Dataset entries

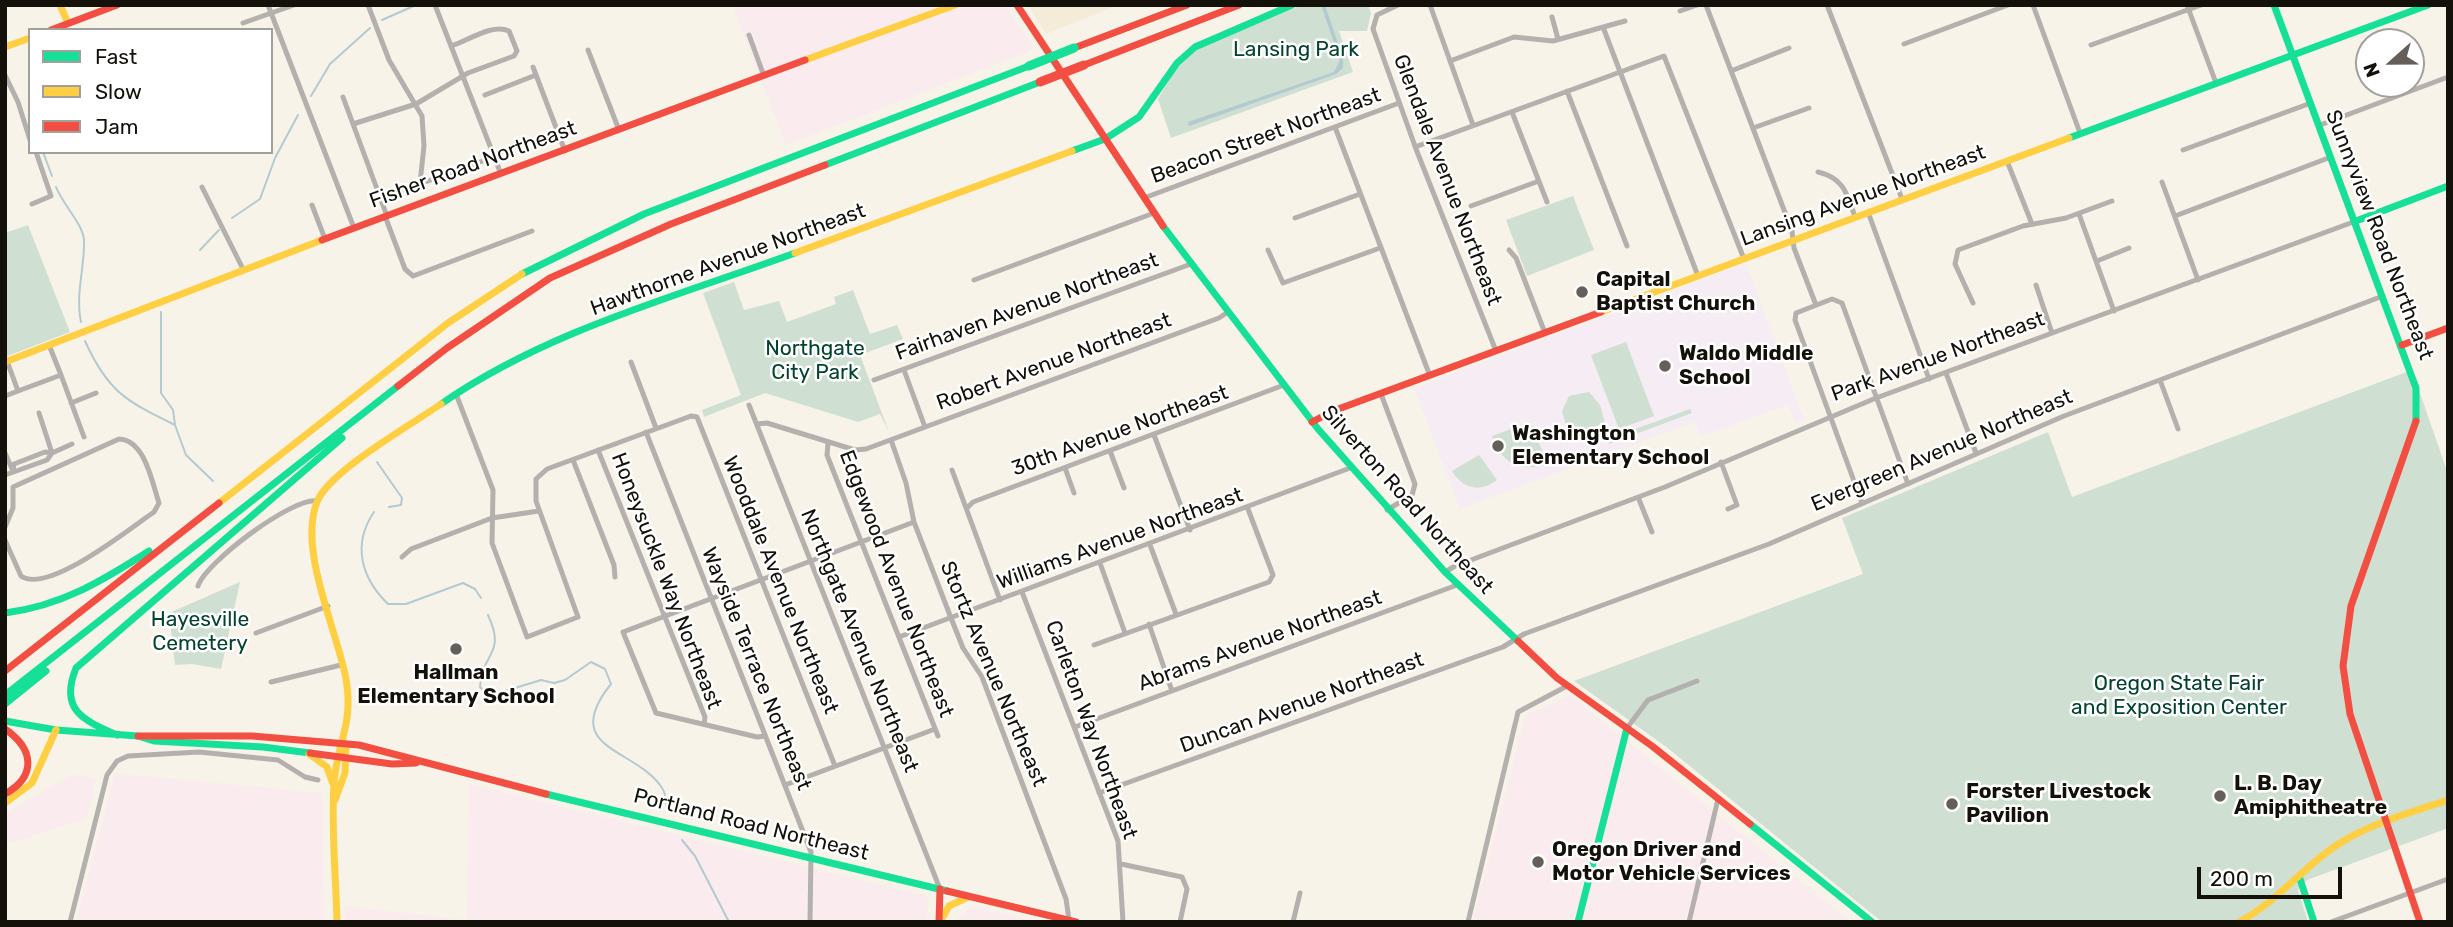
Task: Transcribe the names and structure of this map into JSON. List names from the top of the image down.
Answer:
{
  "streets": {
    "main road": [
      "Fisher Road Northeast",
      "Lansing Avenue Northeast",
      "Sunnyview Road Northeast",
      "Hawthorne Avenue Northeast",
      "Park Avenue Northeast",
      "Silverton Road Northeast",
      "Portland Road Northeast"
    ],
    "street": [
      "Beacon Street Northeast",
      "Glendale Avenue Northeast",
      "Fairhaven Avenue Northeast",
      "Robert Avenue Northeast",
      "30th Avenue Northeast",
      "Evergreen Avenue Northeast",
      "Williams Avenue Northeast",
      "Honeysuckle Way Northeast",
      "Edgewood Avenue Northeast",
      "Wooddale Avenue Northeast",
      "Northgate Avenue Northeast",
      "Abrams Avenue Northeast",
      "Wayside Terrace Northeast",
      "Stortz Avenue Northeast",
      "Duncan Avenue Northeast",
      "Carleton Way Northeast"
    ]
  },
  "crossings": [
    ["Beacon Street Northeast", "Glendale Avenue Northeast"],
    ["Beacon Street Northeast", "Silverton Road Northeast"],
    ["Glendale Avenue Northeast", "Lansing Avenue Northeast"],
    ["Lansing Avenue Northeast", "Sunnyview Road Northeast"],
    ["Lansing Avenue Northeast", "Silverton Road Northeast"],
    ["Sunnyview Road Northeast", "Park Avenue Northeast"],
    ["Sunnyview Road Northeast", "Evergreen Avenue Northeast"],
    ["Hawthorne Avenue Northeast", "Silverton Road Northeast"],
    ["Fairhaven Avenue Northeast", "Silverton Road Northeast"],
    ["Park Avenue Northeast", "Silverton Road Northeast"],
    ["Robert Avenue Northeast", "Silverton Road Northeast"],
    ["Robert Avenue Northeast", "Edgewood Avenue Northeast"],
    ["Robert Avenue Northeast", "Northgate Avenue Northeast"],
    ["Robert Avenue Northeast", "Stortz Avenue Northeast"],
    ["30th Avenue Northeast", "Silverton Road Northeast"],
    ["Evergreen Avenue Northeast", "Silverton Road Northeast"],
    ["Evergreen Avenue Northeast", "Duncan Avenue Northeast"],
    ["Silverton Road Northeast", "Williams Avenue Northeast"],
    ["Silverton Road Northeast", "Abrams Avenue Northeast"],
    ["Silverton Road Northeast", "Duncan Avenue Northeast"],
    ["Williams Avenue Northeast", "Edgewood Avenue Northeast"],
    ["Williams Avenue Northeast", "Stortz Avenue Northeast"],
    ["Williams Avenue Northeast", "Carleton Way Northeast"],
    ["Northgate Avenue Northeast", "Portland Road Northeast"],
    ["Abrams Avenue Northeast", "Carleton Way Northeast"],
    ["Wayside Terrace Northeast", "Portland Road Northeast"],
    ["Stortz Avenue Northeast", "Portland Road Northeast"],
    ["Duncan Avenue Northeast", "Carleton Way Northeast"]
  ],
  "parks": [
    "Lansing Park",
    "Northgate City Park",
    "Hayesville Cemetery",
    "Oregon State Fair and Exposition Center"
  ],
  "places": [
    "Capital Baptist Church",
    "Waldo Middle School",
    "Washington Elementary School",
    "Hallman Elementary School",
    "L. B. Day Amiphitheatre",
    "Forster Livestock Pavilion",
    "Oregon Driver and Motor Vehicle Services"
  ],
  "legend": ["Fast", "Slow", "Jam"],
  "scale_bar": "200 m",
  "north": "left"
}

▶ _To do_: Give every line of the data above again as it stands; the pictures stay out.

▶ _Finished exercise_:
Task: Transcribe the names and structure of this map into JSON. List names from the top of the image down.
Answer:
{
  "streets": {
    "main road": [
      "Fisher Road Northeast",
      "Lansing Avenue Northeast",
      "Sunnyview Road Northeast",
      "Hawthorne Avenue Northeast",
      "Park Avenue Northeast",
      "Silverton Road Northeast",
      "Portland Road Northeast"
    ],
    "street": [
      "Beacon Street Northeast",
      "Glendale Avenue Northeast",
      "Fairhaven Avenue Northeast",
      "Robert Avenue Northeast",
      "30th Avenue Northeast",
      "Evergreen Avenue Northeast",
      "Williams Avenue Northeast",
      "Honeysuckle Way Northeast",
      "Edgewood Avenue Northeast",
      "Wooddale Avenue Northeast",
      "Northgate Avenue Northeast",
      "Abrams Avenue Northeast",
      "Wayside Terrace Northeast",
      "Stortz Avenue Northeast",
      "Duncan Avenue Northeast",
      "Carleton Way Northeast"
    ]
  },
  "crossings": [
    ["Beacon Street Northeast", "Glendale Avenue Northeast"],
    ["Beacon Street Northeast", "Silverton Road Northeast"],
    ["Glendale Avenue Northeast", "Lansing Avenue Northeast"],
    ["Lansing Avenue Northeast", "Sunnyview Road Northeast"],
    ["Lansing Avenue Northeast", "Silverton Road Northeast"],
    ["Sunnyview Road Northeast", "Park Avenue Northeast"],
    ["Sunnyview Road Northeast", "Evergreen Avenue Northeast"],
    ["Hawthorne Avenue Northeast", "Silverton Road Northeast"],
    ["Fairhaven Avenue Northeast", "Silverton Road Northeast"],
    ["Park Avenue Northeast", "Silverton Road Northeast"],
    ["Robert Avenue Northeast", "Silverton Road Northeast"],
    ["Robert Avenue Northeast", "Edgewood Avenue Northeast"],
    ["Robert Avenue Northeast", "Northgate Avenue Northeast"],
    ["Robert Avenue Northeast", "Stortz Avenue Northeast"],
    ["30th Avenue Northeast", "Silverton Road Northeast"],
    ["Evergreen Avenue Northeast", "Silverton Road Northeast"],
    ["Evergreen Avenue Northeast", "Duncan Avenue Northeast"],
    ["Silverton Road Northeast", "Williams Avenue Northeast"],
    ["Silverton Road Northeast", "Abrams Avenue Northeast"],
    ["Silverton Road Northeast", "Duncan Avenue Northeast"],
    ["Williams Avenue Northeast", "Edgewood Avenue Northeast"],
    ["Williams Avenue Northeast", "Stortz Avenue Northeast"],
    ["Williams Avenue Northeast", "Carleton Way Northeast"],
    ["Northgate Avenue Northeast", "Portland Road Northeast"],
    ["Abrams Avenue Northeast", "Carleton Way Northeast"],
    ["Wayside Terrace Northeast", "Portland Road Northeast"],
    ["Stortz Avenue Northeast", "Portland Road Northeast"],
    ["Duncan Avenue Northeast", "Carleton Way Northeast"]
  ],
  "parks": [
    "Lansing Park",
    "Northgate City Park",
    "Hayesville Cemetery",
    "Oregon State Fair and Exposition Center"
  ],
  "places": [
    "Capital Baptist Church",
    "Waldo Middle School",
    "Washington Elementary School",
    "Hallman Elementary School",
    "L. B. Day Amiphitheatre",
    "Forster Livestock Pavilion",
    "Oregon Driver and Motor Vehicle Services"
  ],
  "legend": ["Fast", "Slow", "Jam"],
  "scale_bar": "200 m",
  "north": "left"
}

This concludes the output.